===== Data shown =====

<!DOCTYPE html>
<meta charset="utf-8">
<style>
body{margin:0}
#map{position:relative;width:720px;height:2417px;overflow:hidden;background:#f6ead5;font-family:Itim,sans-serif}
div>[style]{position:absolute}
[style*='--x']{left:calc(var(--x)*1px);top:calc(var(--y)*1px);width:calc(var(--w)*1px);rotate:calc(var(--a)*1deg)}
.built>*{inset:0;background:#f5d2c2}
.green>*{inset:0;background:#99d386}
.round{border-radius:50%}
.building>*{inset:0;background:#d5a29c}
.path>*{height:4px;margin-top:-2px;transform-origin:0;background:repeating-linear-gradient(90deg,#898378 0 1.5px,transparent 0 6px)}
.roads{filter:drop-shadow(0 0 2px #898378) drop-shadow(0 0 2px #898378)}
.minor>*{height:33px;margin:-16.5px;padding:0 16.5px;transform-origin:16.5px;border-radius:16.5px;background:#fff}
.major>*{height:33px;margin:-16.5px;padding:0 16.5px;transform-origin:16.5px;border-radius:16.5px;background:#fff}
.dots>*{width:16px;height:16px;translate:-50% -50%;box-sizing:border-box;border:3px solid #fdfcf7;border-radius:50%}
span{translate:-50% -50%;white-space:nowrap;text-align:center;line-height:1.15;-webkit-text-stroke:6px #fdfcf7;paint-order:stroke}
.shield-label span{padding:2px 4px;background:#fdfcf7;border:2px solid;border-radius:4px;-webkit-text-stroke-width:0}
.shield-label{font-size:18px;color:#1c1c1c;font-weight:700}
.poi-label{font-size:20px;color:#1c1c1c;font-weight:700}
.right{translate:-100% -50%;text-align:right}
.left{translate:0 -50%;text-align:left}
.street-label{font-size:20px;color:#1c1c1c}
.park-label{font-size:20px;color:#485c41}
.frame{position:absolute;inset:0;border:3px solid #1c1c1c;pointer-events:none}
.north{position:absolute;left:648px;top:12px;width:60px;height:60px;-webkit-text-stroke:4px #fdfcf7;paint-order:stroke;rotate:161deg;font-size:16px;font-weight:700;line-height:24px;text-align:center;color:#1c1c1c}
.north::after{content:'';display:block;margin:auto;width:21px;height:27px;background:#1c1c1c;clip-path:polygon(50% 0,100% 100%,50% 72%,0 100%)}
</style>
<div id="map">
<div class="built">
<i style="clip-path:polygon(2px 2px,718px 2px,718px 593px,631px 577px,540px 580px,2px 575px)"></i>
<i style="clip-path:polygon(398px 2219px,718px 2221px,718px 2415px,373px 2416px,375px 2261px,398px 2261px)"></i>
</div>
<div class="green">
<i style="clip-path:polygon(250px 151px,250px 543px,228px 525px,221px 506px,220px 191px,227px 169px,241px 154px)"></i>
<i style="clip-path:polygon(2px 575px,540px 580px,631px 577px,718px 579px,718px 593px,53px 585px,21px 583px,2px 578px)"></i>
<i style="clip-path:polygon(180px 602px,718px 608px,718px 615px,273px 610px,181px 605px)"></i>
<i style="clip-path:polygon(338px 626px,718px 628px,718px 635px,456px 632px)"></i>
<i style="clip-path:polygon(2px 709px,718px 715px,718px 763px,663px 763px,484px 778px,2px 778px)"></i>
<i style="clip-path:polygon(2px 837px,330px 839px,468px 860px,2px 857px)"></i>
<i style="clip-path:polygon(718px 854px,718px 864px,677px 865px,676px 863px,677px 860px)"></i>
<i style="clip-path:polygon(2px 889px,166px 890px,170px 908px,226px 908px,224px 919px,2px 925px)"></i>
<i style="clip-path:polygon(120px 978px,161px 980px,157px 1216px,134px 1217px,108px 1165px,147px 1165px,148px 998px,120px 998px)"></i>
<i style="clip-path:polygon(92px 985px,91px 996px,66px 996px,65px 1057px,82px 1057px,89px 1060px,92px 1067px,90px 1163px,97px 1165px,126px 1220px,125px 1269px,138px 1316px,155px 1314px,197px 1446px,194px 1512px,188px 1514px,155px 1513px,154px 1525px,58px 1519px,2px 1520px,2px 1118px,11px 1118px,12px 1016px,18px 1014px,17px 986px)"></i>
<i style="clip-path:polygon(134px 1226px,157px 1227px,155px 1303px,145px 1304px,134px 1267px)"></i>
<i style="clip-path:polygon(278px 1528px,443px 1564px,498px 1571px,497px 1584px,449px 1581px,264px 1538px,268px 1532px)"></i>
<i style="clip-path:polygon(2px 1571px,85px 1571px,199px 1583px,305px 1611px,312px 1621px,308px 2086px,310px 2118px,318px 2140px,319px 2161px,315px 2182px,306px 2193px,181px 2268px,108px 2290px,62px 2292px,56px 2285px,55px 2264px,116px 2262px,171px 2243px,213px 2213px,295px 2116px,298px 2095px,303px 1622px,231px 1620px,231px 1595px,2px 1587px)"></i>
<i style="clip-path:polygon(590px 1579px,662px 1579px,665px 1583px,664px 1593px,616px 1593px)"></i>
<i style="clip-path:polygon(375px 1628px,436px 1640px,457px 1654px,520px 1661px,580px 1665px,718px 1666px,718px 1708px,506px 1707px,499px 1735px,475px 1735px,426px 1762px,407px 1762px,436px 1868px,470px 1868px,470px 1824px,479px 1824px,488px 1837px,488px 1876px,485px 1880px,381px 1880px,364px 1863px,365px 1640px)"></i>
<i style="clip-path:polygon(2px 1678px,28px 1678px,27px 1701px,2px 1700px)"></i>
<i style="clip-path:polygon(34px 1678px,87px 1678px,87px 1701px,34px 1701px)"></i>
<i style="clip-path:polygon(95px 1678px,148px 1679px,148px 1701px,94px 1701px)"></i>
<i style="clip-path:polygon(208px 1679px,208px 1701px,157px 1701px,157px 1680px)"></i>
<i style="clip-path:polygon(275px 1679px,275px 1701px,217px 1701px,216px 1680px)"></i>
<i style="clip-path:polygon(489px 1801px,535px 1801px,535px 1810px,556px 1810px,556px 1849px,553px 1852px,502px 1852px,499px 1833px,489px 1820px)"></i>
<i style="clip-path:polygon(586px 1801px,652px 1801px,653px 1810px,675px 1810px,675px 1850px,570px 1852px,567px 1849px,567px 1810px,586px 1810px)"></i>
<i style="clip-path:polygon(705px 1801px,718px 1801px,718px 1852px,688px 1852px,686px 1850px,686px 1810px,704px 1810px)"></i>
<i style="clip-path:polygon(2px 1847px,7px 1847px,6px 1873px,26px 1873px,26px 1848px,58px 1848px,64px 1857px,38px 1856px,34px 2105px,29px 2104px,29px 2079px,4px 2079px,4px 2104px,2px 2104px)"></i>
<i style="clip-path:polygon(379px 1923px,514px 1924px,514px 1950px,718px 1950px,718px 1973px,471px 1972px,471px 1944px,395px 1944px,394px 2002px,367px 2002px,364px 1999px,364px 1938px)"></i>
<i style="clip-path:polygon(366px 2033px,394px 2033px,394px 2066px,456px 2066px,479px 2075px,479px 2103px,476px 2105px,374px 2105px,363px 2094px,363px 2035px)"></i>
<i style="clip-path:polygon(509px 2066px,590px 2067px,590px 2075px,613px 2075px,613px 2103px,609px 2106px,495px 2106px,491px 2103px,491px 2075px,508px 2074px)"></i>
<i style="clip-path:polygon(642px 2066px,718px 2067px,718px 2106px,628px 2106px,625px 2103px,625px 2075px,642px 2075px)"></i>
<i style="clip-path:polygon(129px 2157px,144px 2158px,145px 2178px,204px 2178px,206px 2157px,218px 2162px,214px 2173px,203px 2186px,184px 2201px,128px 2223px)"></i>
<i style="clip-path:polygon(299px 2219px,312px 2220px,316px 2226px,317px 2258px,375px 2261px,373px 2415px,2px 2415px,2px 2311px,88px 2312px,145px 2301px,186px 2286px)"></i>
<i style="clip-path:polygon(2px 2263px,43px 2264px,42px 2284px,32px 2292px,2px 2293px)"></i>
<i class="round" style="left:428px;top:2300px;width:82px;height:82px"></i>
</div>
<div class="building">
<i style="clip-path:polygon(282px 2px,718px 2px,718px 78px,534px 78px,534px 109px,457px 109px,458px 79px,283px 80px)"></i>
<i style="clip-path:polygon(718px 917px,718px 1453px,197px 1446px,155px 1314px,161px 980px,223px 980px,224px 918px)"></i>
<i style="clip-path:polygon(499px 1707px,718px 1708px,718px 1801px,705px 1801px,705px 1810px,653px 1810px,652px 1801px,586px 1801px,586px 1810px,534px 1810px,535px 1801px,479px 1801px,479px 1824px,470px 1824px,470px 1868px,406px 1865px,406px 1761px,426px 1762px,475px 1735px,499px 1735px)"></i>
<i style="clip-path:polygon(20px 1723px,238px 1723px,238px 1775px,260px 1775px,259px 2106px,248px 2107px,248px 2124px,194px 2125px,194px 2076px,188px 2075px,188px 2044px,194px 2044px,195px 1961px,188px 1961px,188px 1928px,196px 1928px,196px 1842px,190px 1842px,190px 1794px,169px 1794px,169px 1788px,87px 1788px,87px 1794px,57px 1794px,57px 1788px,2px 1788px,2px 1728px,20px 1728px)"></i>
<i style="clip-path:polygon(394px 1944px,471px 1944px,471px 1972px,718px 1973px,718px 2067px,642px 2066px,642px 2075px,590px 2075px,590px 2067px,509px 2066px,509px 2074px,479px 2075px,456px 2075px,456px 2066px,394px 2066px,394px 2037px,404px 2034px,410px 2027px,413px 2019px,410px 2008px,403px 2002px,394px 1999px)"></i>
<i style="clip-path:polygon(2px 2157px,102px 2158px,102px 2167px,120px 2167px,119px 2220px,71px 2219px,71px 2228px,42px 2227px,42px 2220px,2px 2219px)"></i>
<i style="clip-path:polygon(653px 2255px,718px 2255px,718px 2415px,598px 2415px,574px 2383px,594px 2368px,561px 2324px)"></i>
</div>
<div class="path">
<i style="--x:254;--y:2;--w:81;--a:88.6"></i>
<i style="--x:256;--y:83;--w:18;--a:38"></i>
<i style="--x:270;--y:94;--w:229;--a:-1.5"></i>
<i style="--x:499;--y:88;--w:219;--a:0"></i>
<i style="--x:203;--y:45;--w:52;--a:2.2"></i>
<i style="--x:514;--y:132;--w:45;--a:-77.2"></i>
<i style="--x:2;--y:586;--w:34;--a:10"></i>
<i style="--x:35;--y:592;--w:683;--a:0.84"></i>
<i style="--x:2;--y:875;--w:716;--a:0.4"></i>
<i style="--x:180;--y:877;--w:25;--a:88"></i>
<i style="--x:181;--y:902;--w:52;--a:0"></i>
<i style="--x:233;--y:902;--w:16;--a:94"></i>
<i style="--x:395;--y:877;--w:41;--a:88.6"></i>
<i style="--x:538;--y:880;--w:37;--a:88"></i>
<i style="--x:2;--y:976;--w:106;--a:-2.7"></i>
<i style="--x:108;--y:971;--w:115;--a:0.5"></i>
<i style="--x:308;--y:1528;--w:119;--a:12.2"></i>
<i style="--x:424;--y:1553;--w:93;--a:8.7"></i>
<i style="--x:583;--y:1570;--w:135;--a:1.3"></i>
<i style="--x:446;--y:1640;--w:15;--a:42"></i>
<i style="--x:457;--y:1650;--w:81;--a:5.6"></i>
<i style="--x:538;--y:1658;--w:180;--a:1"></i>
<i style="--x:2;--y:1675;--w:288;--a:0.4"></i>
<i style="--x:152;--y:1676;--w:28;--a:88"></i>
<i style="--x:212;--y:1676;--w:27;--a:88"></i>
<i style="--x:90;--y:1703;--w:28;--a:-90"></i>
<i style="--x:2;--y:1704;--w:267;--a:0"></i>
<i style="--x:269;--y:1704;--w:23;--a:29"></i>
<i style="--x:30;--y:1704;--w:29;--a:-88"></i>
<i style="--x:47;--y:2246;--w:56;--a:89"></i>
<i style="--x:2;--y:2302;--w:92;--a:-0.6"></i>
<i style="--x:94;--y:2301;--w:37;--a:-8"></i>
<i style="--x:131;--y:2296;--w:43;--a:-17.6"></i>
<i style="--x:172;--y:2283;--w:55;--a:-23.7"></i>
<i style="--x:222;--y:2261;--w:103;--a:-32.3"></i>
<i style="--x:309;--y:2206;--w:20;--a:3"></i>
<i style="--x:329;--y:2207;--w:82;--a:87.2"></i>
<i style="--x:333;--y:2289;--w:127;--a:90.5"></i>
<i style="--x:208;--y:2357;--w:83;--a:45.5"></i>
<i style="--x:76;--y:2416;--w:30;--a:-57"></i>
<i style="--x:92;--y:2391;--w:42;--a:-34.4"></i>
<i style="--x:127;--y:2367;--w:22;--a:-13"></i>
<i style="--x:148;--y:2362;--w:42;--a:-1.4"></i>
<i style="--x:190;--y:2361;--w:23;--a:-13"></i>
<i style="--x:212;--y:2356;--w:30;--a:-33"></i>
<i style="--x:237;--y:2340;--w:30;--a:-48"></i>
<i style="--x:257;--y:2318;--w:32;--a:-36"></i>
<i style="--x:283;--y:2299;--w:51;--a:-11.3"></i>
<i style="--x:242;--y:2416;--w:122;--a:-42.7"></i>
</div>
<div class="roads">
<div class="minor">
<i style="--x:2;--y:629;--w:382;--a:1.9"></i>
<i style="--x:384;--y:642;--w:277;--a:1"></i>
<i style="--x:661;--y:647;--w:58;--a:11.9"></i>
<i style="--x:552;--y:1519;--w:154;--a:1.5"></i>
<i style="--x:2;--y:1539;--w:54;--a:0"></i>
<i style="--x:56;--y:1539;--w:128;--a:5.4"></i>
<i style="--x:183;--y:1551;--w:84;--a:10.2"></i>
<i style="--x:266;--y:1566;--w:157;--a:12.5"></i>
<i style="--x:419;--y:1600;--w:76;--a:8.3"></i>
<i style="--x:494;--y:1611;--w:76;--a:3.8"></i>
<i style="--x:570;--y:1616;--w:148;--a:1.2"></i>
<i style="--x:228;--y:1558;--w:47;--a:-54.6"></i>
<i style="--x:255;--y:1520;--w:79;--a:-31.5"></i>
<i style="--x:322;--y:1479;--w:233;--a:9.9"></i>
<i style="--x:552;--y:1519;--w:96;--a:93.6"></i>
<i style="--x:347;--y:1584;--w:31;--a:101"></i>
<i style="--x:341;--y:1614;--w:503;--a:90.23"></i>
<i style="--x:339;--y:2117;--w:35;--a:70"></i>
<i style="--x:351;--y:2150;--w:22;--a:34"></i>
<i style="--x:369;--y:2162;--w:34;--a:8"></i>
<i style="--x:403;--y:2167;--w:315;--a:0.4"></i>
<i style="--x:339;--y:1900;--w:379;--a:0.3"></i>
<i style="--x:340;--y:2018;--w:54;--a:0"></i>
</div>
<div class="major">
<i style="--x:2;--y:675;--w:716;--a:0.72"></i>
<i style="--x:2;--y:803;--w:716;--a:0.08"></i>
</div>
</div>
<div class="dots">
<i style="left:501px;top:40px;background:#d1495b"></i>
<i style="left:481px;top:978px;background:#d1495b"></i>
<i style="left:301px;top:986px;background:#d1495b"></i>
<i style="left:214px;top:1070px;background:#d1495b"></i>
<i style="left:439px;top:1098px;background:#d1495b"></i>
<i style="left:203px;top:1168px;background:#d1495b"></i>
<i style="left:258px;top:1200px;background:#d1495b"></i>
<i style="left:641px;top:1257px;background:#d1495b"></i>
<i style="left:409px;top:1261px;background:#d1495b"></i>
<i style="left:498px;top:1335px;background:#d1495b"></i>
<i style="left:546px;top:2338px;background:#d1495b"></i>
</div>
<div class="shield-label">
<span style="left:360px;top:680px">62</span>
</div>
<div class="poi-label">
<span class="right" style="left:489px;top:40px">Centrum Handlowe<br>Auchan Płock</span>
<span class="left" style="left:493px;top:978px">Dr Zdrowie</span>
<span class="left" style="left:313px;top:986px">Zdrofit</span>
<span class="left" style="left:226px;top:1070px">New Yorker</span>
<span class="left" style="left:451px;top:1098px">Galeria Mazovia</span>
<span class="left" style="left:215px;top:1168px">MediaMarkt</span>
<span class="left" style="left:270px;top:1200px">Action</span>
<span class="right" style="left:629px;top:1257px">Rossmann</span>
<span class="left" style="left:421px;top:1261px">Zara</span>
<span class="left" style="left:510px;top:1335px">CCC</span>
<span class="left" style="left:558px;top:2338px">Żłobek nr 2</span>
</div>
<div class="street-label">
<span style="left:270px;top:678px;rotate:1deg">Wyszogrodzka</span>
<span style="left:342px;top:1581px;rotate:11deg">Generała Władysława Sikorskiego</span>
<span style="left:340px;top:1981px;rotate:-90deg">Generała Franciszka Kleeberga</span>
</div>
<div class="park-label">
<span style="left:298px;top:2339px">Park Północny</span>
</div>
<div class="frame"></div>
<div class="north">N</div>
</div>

=====

▸ Problem description:
Restate, word for word and with nothing added, the lines from the first line of the listing through the one where "2px #898378) drop-shadow(0" stands.

▸ Result below:
<!DOCTYPE html>
<meta charset="utf-8">
<style>
body{margin:0}
#map{position:relative;width:720px;height:2417px;overflow:hidden;background:#f6ead5;font-family:Itim,sans-serif}
div>[style]{position:absolute}
[style*='--x']{left:calc(var(--x)*1px);top:calc(var(--y)*1px);width:calc(var(--w)*1px);rotate:calc(var(--a)*1deg)}
.built>*{inset:0;background:#f5d2c2}
.green>*{inset:0;background:#99d386}
.round{border-radius:50%}
.building>*{inset:0;background:#d5a29c}
.path>*{height:4px;margin-top:-2px;transform-origin:0;background:repeating-linear-gradient(90deg,#898378 0 1.5px,transparent 0 6px)}
.roads{filter:drop-shadow(0 0 2px #898378) drop-shadow(0 0 2px #898378)}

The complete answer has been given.